F135 engine maker Pratt & Whitney yesterday released video of the first short takeoff and vertical landing test aircraft arriving at Patuxent River naval air base on November 15. The video shows Lockheed Martin test pilot Jon Beesley describing the event as a "quantum step" forward in the flight test program, promising a series of roughly 12 flights leading to a vertical landing would begin "essentially tomorrow".
One month later, BF-1 remains parked on the ground. Meanwhile, a Lockheed spokesman says, the vertical landing event has slipped from December to January. It was previously scheduled for last August, which itself was delayed from the original schedule.
Lockheed says the delay is due to a series of repairs. A fuel valve broke during the ferry flight. Replacing the part required removing the engine. Lockheed is using the opportunity to fix two other broken components -- an inlet rake to measure airspeed and an engine instrumentation module. Even so, Lockheed had said the aircraft would fly last week, but that did not happen. Lockheed now expects BF-1 to fly perhaps later this week.

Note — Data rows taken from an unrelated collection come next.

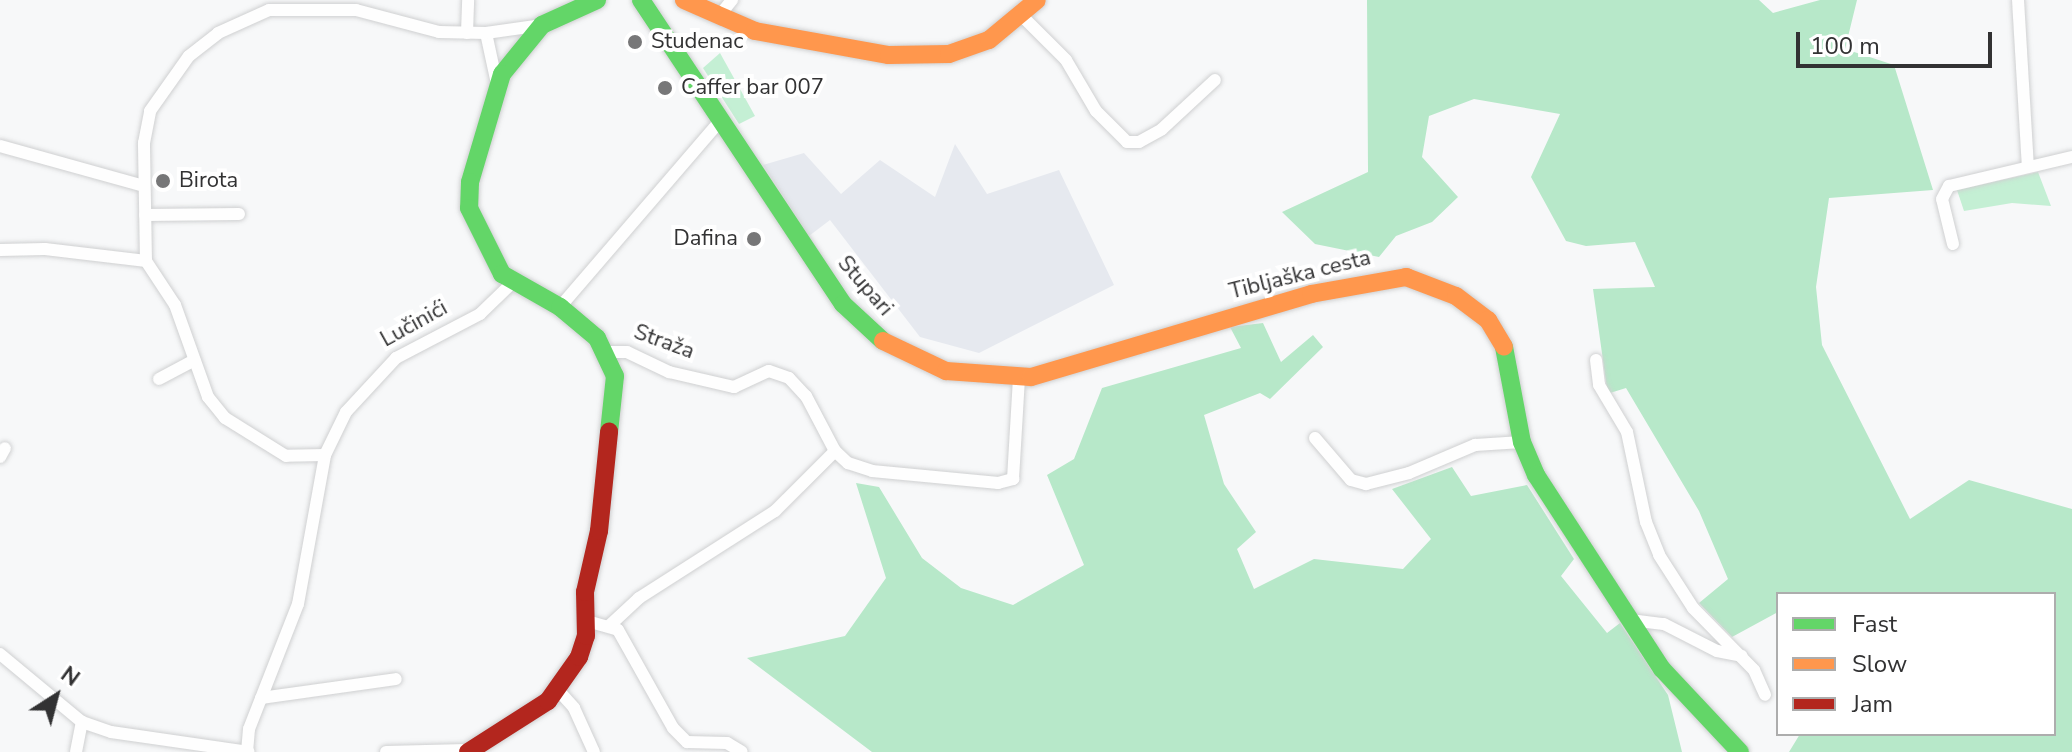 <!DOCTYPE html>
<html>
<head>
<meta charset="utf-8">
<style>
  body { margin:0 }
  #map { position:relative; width:2072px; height:752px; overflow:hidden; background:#f7f8f9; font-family:"Nunito Sans",sans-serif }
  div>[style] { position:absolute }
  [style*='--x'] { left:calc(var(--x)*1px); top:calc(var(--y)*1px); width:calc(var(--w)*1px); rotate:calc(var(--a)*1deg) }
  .built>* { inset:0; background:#e6e9ef }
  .green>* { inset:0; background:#c4efd4 }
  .forest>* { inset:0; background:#b7e8c9 }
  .roads { filter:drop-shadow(0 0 2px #cfd0d1) drop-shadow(0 0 2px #cfd0d1) }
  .street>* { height:12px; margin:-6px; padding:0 6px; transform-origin:6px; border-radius:6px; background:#fefefe }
  .fast>* { height:18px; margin:-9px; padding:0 9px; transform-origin:9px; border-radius:9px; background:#63d668 }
  .slow>* { height:18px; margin:-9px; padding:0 9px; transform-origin:9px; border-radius:9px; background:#ff974d }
  .jam>* { height:18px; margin:-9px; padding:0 9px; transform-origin:9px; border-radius:9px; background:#b3261e }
  .dots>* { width:22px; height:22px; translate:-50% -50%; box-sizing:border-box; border:4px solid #fff; border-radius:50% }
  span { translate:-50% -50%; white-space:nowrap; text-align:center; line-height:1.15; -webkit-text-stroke:8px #fff; paint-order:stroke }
  .poi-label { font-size:22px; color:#323233 }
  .left { translate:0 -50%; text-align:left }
  .right { translate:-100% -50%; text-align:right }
  .street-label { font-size:22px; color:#323233 }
  .legend { position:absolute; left:1776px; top:592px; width:280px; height:144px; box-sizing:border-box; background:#fff; border:2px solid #adadad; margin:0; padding:10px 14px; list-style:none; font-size:24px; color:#323233 }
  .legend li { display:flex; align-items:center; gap:16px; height:40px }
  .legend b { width:40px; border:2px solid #adadad }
  .north { position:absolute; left:16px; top:656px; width:80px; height:80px; -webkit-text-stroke:6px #fff; paint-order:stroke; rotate:36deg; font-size:22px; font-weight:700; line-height:32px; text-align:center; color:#323233 }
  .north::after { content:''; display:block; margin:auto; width:28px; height:36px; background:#323233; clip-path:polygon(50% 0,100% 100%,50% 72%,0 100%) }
  .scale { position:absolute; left:1796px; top:32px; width:196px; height:36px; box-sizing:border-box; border:4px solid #323233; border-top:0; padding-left:10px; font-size:24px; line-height:28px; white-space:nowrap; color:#323233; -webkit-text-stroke:6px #fff; paint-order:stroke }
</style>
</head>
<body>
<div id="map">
  <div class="built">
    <i style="clip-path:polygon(955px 144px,987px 194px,1059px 170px,1114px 285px,979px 353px,920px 337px,830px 220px,809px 236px,763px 165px,804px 153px,841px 194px,880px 160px,935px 197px)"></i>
  </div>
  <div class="green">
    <i style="clip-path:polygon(720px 53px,755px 116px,739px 124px,703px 68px)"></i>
    <i style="clip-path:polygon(2038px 172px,2051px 206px,2012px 203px,1964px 211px,1957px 190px)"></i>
  </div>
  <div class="forest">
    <i style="clip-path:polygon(1367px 0,1759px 0,1773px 13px,1820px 0,1857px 0,1845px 49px,1894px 65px,1933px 190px,1829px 198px,1816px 287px,1822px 345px,1910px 519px,1969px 480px,2072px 509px,2072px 752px,1789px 752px,1800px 734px,2054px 734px,2054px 594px,1778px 594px,1778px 612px,1732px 637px,1699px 603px,1728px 579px,1699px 511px,1626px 388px,1610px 393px,1607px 389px,1593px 289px,1655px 287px,1635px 242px,1586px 246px,1566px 241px,1531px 177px,1560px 114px,1474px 99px,1429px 116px,1422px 157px,1458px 197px,1432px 222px,1396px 236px,1379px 257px,1315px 244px,1282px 212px,1368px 172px)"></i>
    <i style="clip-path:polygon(1263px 323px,1281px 362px,1313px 335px,1323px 347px,1270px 399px,1260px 393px,1204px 415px,1224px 484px,1256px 532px,1237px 549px,1254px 589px,1314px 559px,1403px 569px,1431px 539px,1392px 489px,1452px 467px,1471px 496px,1527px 485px,1574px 559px,1561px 576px,1607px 633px,1620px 623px,1668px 695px,1682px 752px,872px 752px,747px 658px,845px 636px,886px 578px,856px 483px,879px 487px,922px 558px,961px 588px,1013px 605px,1084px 565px,1047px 475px,1074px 459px,1102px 388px,1241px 348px,1230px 327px)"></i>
  </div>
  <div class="roads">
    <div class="street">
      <i style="--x:2018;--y:0;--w:166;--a:86.6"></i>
      <i style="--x:719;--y:16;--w:21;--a:-51"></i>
      <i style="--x:1022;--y:16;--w:62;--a:45"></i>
      <i style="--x:1066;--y:60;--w:59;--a:59.5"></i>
      <i style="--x:1096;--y:111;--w:44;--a:45"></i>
      <i style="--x:1127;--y:142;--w:12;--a:0"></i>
      <i style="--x:1139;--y:142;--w:26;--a:-29"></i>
      <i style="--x:1162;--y:129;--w:72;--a:-42.8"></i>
      <i style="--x:467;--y:33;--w:33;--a:-88"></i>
      <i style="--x:486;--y:33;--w:52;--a:77.8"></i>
      <i style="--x:0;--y:146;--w:149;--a:15.5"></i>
      <i style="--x:145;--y:215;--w:94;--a:-0.6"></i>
      <i style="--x:1953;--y:244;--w:46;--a:-103.7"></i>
      <i style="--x:1942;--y:199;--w:15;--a:-62"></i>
      <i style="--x:1949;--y:186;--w:126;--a:-13.3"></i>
      <i style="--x:0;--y:250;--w:45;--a:-1.3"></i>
      <i style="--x:45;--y:249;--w:102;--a:6.8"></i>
      <i style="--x:560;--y:307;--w:245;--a:-49.3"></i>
      <i style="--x:606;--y:352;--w:21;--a:0"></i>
      <i style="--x:627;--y:352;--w:47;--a:25.5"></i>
      <i style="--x:669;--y:372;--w:67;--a:13"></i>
      <i style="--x:734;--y:387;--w:38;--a:-25"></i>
      <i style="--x:769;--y:371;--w:21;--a:19"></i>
      <i style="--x:789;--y:378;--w:25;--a:47"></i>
      <i style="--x:806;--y:396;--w:62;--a:62.2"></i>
      <i style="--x:835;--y:451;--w:18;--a:43"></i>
      <i style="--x:848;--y:463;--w:25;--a:18"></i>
      <i style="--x:872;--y:471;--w:127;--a:5.4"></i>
      <i style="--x:998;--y:483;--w:16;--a:-15"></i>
      <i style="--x:1013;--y:479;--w:101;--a:-86.6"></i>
      <i style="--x:1596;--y:360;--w:25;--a:83"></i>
      <i style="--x:1599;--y:385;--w:55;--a:59.2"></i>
      <i style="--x:1627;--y:432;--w:92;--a:78.1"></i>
      <i style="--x:1646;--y:522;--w:35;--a:68"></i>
      <i style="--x:1659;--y:555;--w:63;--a:57.3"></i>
      <i style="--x:1693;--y:608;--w:87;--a:45.5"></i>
      <i style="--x:1754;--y:670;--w:27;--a:66"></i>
      <i style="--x:159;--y:379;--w:40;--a:-28"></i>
      <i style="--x:1315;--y:438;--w:55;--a:49.4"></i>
      <i style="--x:1351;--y:480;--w:16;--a:15"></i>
      <i style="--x:1366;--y:484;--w:44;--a:-14.3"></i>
      <i style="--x:1409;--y:473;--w:72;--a:-23"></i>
      <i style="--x:1475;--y:445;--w:47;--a:-3.7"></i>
      <i style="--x:325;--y:455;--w:39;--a:179"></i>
      <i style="--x:286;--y:456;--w:72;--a:-148.1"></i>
      <i style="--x:225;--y:418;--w:27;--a:-129"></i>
      <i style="--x:208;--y:397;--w:98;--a:-109.7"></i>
      <i style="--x:175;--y:305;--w:53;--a:-123.4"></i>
      <i style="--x:146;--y:261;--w:118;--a:-91"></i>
      <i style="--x:144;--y:143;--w:33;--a:-79"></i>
      <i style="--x:150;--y:111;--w:67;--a:-54.7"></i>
      <i style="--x:189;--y:56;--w:37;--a:-38"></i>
      <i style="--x:218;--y:33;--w:56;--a:-24.3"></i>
      <i style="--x:269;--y:10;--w:87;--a:0"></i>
      <i style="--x:356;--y:10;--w:86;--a:14.8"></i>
      <i style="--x:439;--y:32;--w:47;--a:1.2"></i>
      <i style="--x:486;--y:33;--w:57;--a:-8.1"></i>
      <i style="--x:0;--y:457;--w:10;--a:-61"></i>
      <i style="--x:1630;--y:620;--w:34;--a:7"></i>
      <i style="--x:1664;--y:624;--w:59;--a:27"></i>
      <i style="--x:1717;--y:651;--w:25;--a:11"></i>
      <i style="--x:587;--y:621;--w:32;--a:16"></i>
      <i style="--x:618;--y:630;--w:112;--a:60.7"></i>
      <i style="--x:673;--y:728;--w:20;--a:45"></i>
      <i style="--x:609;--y:626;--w:41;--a:-43"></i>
      <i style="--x:639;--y:598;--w:161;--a:-32.6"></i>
      <i style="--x:775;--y:511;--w:85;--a:-45"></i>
      <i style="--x:0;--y:654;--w:107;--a:39.7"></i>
      <i style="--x:82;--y:722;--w:31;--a:19"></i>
      <i style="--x:111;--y:732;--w:139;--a:8.2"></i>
      <i style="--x:558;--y:690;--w:24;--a:48"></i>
      <i style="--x:574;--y:708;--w:48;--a:65.6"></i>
      <i style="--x:261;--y:698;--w:136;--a:-8"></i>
      <i style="--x:687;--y:742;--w:40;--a:1.4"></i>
      <i style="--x:727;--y:743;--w:17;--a:31"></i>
      <i style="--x:76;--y:752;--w:31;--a:-79"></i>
      <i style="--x:247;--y:752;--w:23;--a:-85"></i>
      <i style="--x:249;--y:729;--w:134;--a:-68.6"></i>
      <i style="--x:298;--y:604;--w:151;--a:-79.7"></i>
      <i style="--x:325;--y:455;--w:48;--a:-64"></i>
      <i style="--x:346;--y:412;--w:74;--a:-47.2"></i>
      <i style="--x:396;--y:358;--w:95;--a:-27.6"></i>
      <i style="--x:480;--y:314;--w:45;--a:-44.1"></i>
      <i style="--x:386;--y:752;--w:80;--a:-1.4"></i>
    </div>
    <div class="fast">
      <i style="--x:597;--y:0;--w:60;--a:155.6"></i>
      <i style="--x:542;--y:25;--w:63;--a:129.2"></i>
      <i style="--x:502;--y:74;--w:113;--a:106.5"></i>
      <i style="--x:470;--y:182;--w:26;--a:92"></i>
      <i style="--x:469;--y:208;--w:74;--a:63.4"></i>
      <i style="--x:502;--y:274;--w:67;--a:29.6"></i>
      <i style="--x:560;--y:307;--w:48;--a:40"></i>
      <i style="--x:597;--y:338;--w:42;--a:64.7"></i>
      <i style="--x:615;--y:376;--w:56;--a:96.1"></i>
      <i style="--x:641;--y:0;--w:365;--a:56.4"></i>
      <i style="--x:843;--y:304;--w:54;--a:42.8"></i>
      <i style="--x:1504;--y:347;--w:97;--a:79.3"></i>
      <i style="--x:1522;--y:442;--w:36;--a:67"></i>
      <i style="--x:1536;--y:475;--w:231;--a:57"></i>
      <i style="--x:1662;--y:669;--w:114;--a:46.8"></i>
    </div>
    <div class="slow">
      <i style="--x:684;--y:0;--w:77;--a:23.6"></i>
      <i style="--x:755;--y:31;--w:136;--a:10.2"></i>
      <i style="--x:889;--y:55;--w:60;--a:-1"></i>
      <i style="--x:949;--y:54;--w:42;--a:-19.3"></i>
      <i style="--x:989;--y:40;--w:62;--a:-39.8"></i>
      <i style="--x:883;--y:341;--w:70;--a:25.5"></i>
      <i style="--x:946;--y:371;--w:85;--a:4"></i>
      <i style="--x:1031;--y:377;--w:292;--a:-16.5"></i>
      <i style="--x:1311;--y:294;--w:97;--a:-10.1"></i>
      <i style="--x:1406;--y:277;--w:53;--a:20.8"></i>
      <i style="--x:1456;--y:296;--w:40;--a:37"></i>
      <i style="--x:1488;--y:320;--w:31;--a:59"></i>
    </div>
    <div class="jam">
      <i style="--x:468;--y:752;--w:95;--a:-32.5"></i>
      <i style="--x:548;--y:701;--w:54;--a:-54.8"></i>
      <i style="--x:579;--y:657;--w:22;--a:-72"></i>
      <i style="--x:586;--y:636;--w:44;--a:-91.3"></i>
      <i style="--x:585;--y:592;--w:63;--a:-77.1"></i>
      <i style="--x:599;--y:531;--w:100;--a:-84.2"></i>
    </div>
  </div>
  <div class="dots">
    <i style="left:635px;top:42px;background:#777778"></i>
    <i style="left:665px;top:88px;background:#777778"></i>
    <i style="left:163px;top:181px;background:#777778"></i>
    <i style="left:754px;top:239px;background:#777778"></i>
  </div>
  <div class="poi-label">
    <span class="left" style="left:651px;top:42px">Studenac</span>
    <span class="left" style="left:681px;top:88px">Caffer bar 007</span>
    <span class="left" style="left:179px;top:181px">Birota</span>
    <span class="right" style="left:738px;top:239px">Dafina</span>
  </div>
  <div class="street-label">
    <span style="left:1300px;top:275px;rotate:-14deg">Tibljaška cesta</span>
    <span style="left:865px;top:286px;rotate:49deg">Stupari</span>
    <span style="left:414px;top:324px;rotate:-29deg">Lučinići</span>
    <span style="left:664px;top:342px;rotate:20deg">Straža</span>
  </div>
  <ul class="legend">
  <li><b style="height:10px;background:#63d668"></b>Fast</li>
  <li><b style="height:10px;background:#ff974d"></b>Slow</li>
  <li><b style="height:10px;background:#b3261e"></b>Jam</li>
  </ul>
  <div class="north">N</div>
  <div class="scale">100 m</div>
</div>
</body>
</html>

Regardless of BF-1's flight test progress, the F-35 program will face a different kind of test tomorrow. The Senate Armed Services Committee is holding a hearing on the findings on the F-35 Joint Estimating Team, which reportedly warned the program faces more delays and cost overruns.
It's also almost time to bid farewell to the AA-1 flight test aircraft, the non-weight-optimized design that has recorded 90 test sorties since debuting two years ago. Flight 91, scheduled later this week, will ferry AA-1 from Edwards AFB to China Lake, where it will be destroyed to complete live fire testing.